NOW if all goes well, this is the first time in a major piece that I will be free of the dreaded nearby-PSU horrors.

Get that thing away! 2m seems good. It will pay for itself in extra noise margin especially when using lots of transformers all over the place.

Never again will I suffer the indignity of a close proximity psu in a busy, tube'n'traffo based unit.  Hurrah!

Life's just way too short for that,  unless you have the nice materials and skill to engineer the issue way down.
Or just nfb-ing the living *$%#@ out of it to drop the hum to acceptable levels.

So - I'll keep you posted   

Hopefully by writing about it, I will motivate myself to push my boundaries somewhat.

AND Imma going to try keep this one neat and tidy like!

Also in use are  ...  'Mitsos All Stars'  high class amplet pcbs 

I'm really pleased to use them in these builds, which are meant to combine the versatility and hi-def capabilities of  modern opamp interfacing with the awesomeness of tubes and transformers.

Really interesting build.

I was contemplating a compressor much like this just this day,
only exception maybe is desired 1:3 ratio vs. limiter.
For use on masterbus, with possible tracking.

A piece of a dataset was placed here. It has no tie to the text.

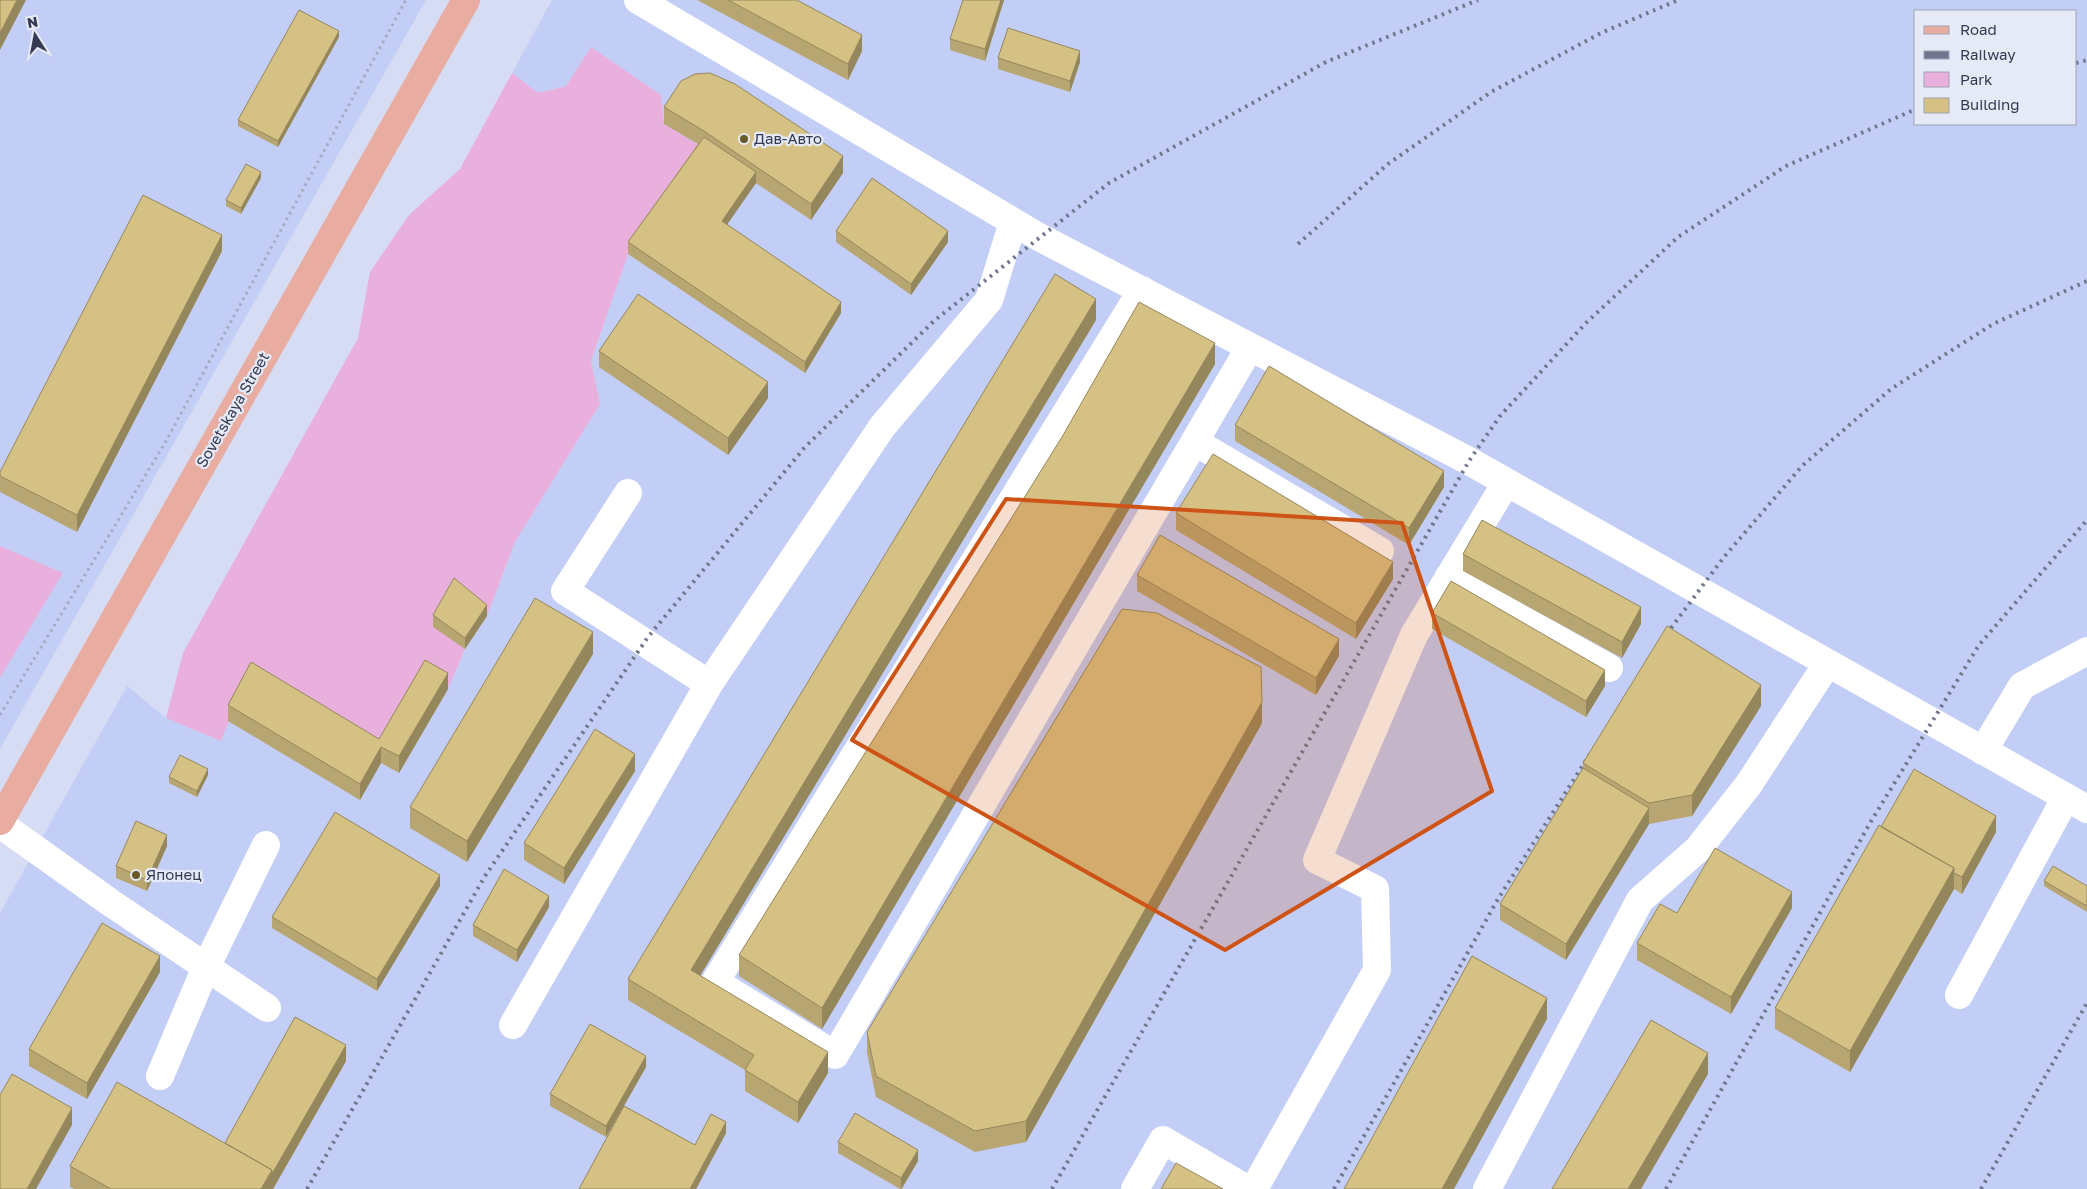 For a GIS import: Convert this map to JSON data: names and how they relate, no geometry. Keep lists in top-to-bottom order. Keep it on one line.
{"streets":{"main road":["Sovetskaya Street"]},"places":["Дав-Авто","Японец"],"legend":["Road","Railway","Park","Building"],"north":"top"}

But, I'm not nearly as skilled as you,
so, can't jump in

Will watch closely though.

Yep - it's a must have, I think. 

Other units similar in nature would be the avalon unit. I think Gyraf Audio has something *high end* in that space 

Not too many other single piece stereo units  that come to mind, in the analog realm.

The finalizer of course is digital and fully comprehensive across the board.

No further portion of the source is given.